- **Task to complete**: Examine the records below. Report how many of their lines contain the word "without", with no other content.

- **Data extract**:
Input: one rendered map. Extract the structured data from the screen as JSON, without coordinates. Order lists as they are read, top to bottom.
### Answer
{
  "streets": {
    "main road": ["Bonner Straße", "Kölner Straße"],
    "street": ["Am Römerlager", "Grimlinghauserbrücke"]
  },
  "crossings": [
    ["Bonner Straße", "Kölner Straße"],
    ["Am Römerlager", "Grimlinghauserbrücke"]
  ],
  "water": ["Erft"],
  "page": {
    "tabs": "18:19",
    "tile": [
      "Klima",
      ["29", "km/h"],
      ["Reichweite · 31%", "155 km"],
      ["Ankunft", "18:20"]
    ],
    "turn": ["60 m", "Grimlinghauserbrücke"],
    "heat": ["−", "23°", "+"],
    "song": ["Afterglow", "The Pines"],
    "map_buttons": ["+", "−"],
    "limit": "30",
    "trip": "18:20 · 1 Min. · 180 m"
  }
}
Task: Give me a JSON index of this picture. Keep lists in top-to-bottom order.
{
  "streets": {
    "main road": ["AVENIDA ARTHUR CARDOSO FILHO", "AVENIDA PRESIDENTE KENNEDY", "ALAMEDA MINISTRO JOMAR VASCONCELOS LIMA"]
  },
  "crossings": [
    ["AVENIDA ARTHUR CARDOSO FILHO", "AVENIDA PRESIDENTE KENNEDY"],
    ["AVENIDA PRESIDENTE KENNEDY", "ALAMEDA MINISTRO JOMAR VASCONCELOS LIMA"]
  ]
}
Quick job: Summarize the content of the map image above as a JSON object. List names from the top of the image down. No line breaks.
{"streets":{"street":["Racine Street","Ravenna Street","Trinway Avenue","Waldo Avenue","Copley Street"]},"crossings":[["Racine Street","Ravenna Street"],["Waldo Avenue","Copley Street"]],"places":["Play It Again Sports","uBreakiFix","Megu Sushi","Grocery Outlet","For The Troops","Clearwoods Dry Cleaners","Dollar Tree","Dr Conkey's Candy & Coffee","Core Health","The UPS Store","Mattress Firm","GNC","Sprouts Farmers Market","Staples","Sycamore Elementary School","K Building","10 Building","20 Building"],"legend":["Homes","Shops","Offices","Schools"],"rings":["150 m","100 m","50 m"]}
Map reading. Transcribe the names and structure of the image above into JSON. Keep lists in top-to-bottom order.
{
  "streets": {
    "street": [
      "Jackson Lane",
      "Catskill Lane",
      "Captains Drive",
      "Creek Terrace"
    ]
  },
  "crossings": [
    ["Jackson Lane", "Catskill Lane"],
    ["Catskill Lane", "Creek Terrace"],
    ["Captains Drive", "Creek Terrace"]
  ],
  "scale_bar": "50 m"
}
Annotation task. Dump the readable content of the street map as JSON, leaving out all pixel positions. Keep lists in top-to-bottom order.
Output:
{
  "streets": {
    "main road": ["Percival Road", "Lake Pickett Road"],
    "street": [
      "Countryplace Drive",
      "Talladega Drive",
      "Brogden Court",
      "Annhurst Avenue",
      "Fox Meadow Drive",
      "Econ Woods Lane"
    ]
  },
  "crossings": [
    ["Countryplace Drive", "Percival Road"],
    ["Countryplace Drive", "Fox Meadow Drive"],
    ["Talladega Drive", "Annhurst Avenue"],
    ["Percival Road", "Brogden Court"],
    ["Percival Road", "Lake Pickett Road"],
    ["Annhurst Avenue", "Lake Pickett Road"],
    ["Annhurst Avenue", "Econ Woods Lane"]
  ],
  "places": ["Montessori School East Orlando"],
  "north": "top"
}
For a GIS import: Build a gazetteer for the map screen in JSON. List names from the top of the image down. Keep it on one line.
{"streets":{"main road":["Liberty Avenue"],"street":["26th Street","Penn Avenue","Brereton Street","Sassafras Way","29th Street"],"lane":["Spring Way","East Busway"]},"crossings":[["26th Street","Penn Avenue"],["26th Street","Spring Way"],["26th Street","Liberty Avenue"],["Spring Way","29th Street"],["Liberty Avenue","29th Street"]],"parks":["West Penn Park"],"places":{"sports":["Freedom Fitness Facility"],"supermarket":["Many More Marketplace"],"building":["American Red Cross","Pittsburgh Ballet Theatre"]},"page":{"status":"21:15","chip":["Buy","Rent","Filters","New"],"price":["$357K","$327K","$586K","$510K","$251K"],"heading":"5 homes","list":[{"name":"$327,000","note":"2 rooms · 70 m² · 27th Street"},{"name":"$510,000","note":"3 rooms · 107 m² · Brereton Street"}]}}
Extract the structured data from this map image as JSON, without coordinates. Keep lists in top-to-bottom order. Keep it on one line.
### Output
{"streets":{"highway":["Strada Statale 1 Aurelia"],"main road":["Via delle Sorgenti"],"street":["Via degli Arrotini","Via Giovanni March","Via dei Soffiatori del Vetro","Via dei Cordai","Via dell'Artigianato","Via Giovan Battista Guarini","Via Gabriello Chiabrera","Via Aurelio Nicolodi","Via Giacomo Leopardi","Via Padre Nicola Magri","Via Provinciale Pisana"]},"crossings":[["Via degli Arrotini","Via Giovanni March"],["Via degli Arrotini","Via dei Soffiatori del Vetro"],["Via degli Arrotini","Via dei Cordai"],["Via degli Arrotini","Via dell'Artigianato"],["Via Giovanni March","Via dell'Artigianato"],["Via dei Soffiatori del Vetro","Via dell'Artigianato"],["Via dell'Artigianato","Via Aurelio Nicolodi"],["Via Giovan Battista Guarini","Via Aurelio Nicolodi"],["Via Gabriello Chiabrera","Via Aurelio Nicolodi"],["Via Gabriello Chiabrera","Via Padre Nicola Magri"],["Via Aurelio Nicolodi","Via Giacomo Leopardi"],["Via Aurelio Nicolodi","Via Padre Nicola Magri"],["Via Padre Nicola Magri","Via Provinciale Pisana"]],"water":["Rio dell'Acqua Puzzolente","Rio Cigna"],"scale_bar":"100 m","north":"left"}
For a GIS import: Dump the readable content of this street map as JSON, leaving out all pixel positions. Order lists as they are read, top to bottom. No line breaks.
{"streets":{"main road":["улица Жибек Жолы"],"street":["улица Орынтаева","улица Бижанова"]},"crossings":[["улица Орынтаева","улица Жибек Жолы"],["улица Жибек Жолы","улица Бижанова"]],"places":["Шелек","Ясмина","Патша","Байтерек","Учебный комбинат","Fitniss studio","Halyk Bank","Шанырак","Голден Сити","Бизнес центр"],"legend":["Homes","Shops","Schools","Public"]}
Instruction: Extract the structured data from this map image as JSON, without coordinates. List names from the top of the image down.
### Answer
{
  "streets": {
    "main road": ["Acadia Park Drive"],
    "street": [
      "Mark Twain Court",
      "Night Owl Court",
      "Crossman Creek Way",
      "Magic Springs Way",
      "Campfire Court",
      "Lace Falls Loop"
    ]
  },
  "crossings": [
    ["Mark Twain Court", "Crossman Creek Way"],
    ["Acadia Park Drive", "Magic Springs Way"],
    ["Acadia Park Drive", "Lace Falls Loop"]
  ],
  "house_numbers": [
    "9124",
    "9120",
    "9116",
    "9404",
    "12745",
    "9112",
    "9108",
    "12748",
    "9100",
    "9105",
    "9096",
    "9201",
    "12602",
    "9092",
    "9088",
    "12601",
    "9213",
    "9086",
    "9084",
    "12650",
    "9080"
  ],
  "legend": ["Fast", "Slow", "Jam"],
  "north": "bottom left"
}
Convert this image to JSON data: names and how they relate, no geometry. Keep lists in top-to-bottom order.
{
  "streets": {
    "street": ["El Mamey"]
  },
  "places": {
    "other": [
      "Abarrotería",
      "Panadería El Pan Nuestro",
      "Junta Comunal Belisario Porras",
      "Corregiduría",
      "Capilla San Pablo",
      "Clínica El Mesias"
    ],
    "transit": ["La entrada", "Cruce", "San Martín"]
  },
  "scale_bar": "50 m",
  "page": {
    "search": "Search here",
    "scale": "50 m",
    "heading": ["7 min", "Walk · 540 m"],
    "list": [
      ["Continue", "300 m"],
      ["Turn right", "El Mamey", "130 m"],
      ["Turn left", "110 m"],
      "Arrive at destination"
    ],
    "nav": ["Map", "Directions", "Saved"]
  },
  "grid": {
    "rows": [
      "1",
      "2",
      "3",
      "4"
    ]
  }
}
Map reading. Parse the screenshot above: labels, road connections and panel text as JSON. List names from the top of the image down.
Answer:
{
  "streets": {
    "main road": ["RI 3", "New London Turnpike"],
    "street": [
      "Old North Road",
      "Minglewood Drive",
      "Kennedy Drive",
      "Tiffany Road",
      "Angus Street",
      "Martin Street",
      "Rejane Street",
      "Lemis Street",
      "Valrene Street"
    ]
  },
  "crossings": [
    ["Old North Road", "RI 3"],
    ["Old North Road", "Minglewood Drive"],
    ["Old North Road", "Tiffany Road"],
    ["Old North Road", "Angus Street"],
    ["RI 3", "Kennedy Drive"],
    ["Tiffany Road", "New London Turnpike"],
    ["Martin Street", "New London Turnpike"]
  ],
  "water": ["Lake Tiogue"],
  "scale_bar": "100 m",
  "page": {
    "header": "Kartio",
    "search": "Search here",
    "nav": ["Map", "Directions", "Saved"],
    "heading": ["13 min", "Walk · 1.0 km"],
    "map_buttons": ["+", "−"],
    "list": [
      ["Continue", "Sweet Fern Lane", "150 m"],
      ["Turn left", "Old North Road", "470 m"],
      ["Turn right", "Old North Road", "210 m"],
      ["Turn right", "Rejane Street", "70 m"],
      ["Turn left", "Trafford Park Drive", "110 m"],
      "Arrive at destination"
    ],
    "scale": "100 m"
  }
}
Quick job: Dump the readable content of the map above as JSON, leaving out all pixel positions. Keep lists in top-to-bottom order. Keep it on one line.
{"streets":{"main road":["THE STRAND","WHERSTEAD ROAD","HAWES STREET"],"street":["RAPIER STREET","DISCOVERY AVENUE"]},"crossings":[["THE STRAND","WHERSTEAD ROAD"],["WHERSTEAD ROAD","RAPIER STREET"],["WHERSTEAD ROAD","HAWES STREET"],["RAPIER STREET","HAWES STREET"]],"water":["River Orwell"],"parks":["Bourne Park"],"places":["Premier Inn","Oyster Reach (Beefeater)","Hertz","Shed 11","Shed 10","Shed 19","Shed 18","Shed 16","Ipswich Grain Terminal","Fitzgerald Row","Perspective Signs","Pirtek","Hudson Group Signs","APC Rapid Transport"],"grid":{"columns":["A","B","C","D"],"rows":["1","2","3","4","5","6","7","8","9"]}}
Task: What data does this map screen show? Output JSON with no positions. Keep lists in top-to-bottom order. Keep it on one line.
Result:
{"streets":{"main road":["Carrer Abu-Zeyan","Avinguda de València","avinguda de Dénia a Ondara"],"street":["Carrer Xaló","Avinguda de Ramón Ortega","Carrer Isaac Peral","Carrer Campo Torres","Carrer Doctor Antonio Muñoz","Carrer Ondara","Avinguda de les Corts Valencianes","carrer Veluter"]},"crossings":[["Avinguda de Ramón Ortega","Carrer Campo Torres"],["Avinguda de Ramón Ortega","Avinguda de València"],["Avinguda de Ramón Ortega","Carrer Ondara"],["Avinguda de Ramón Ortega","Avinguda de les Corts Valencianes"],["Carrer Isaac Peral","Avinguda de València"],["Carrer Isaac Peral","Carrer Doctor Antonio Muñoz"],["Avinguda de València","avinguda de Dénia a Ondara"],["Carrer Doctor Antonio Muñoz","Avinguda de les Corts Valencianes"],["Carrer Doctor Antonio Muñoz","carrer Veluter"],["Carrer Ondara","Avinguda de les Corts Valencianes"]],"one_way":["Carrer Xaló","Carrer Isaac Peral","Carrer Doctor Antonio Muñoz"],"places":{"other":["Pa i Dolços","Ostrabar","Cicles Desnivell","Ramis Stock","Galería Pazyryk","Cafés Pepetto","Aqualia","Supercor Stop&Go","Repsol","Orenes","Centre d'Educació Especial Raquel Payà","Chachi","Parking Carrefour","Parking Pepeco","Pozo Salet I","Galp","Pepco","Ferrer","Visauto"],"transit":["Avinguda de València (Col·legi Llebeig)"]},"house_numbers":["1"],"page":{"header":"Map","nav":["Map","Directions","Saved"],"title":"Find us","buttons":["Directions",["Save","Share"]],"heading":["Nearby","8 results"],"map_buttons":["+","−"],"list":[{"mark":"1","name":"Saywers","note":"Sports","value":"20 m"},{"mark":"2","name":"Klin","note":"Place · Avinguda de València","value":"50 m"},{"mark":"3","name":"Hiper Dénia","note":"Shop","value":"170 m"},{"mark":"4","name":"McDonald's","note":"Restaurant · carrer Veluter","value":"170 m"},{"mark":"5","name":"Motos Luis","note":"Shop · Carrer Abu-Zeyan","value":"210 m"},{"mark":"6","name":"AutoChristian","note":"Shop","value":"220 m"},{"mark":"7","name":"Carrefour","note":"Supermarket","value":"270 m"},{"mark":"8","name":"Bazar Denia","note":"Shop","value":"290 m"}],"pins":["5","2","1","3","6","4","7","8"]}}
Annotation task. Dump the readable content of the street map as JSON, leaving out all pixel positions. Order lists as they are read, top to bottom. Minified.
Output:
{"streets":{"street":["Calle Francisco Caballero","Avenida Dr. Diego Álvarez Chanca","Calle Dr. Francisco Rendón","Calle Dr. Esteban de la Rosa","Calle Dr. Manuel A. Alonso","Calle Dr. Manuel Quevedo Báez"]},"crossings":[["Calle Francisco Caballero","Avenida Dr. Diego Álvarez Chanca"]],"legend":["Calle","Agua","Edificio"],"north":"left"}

- **Output below**: 3